Trends in the use of evidence-based treatments for coronary artery disease among women and the elderly: findings from the get with the guidelines quality-improvement program

Circ Cardiovasc Qual Outcomes. 2009 Nov;2(6):633-41. doi: 10.1161/CIRCOUTCOMES.108.824763. Epub 2009 Oct 27.

Abstract

Background: Significant disparities have been reported in the application of evidence-based guidelines in the treatment of coronary artery disease (CAD) in women and the elderly. We hypothesized that participation in a quality-improvement program could improve care for all patients and thus narrow treatment gaps over time.
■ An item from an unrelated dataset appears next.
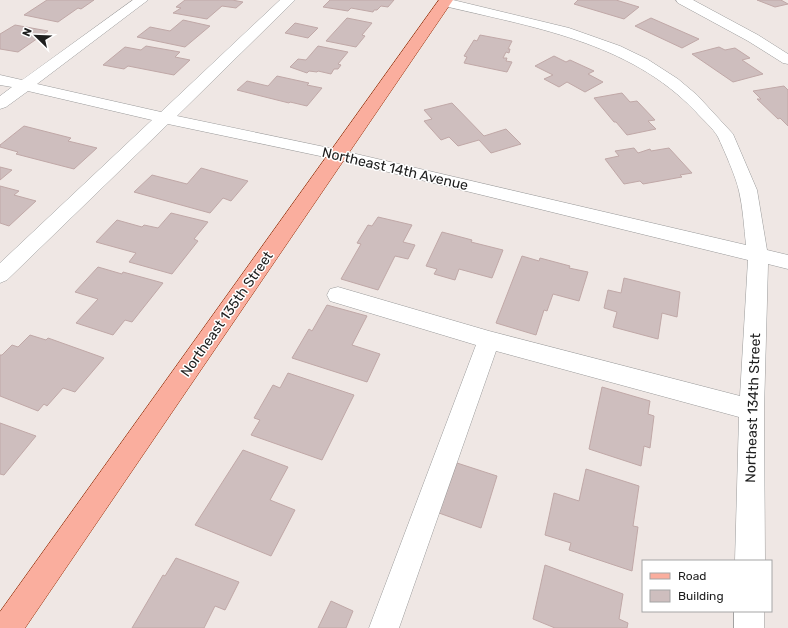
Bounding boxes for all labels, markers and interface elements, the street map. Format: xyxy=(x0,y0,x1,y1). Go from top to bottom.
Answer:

Methods and results: Treatment of 237 225 patients hospitalized with CAD was evaluated in the Get With the Guidelines-CAD program from 2002 to 2007. Six quality measures were evaluated in eligible patients without contraindications: aspirin on admission and discharge, beta-blockers use at discharge, angiotensin-converting enzyme inhibitor or angiotensin receptor antagonist use, lipid-lowering medication use, and tobacco cessation counseling along with other care metrics. Over time, composite adherence on these 6 measures increased from 86.5% to 97.4% (+10.9%) in men and 84.8% to 96.2% (+11.4%) in women. There was a slight difference in composite adherence by sex that remained significant over time (P<0.0001), but this was confined to patients <75 years. Composite adherence in younger patients (<75 years) increased from 87.1% to 97.7% (+10.6%) and from 83.0% to 95.1% (+12.1%) in the elderly (>or=75 years) over time.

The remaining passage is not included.